** PROBLEM DETAILS **
From the records below, copy each line in which the string "rooms" occurs.

+--

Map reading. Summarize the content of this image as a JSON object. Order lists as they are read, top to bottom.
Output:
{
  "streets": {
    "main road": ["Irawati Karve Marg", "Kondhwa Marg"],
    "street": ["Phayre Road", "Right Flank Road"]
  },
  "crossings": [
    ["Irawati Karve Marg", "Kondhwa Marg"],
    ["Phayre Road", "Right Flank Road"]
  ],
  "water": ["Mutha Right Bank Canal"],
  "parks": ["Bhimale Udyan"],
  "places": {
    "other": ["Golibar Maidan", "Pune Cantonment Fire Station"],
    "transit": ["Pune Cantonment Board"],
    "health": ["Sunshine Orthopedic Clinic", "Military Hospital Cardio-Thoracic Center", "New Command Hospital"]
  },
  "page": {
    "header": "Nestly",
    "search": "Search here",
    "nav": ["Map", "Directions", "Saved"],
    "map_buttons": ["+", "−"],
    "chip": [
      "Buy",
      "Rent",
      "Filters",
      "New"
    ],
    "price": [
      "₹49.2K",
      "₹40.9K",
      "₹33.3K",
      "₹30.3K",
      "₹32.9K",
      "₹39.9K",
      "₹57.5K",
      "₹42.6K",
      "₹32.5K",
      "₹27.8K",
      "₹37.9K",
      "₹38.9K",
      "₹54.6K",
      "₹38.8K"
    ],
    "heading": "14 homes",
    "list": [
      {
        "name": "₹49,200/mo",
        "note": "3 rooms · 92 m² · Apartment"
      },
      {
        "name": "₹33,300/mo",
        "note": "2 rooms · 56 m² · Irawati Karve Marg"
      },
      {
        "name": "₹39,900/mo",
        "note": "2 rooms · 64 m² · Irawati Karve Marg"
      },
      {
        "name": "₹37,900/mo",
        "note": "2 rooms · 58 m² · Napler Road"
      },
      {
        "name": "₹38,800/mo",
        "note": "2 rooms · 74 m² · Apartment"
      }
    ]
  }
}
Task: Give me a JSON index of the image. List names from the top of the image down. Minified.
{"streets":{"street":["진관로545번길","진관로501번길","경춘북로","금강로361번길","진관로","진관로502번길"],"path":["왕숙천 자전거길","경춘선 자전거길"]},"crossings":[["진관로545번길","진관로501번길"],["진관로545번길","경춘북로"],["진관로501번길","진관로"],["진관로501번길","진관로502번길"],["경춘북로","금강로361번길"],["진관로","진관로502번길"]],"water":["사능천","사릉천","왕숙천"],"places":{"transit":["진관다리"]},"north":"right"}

+--

** OUTPUT FOR THIS EXERCISE **
        "note": "3 rooms · 92 m² · Apartment"
        "note": "2 rooms · 56 m² · Irawati Karve Marg"
        "note": "2 rooms · 64 m² · Irawati Karve Marg"
        "note": "2 rooms · 58 m² · Napler Road"
        "note": "2 rooms · 74 m² · Apartment"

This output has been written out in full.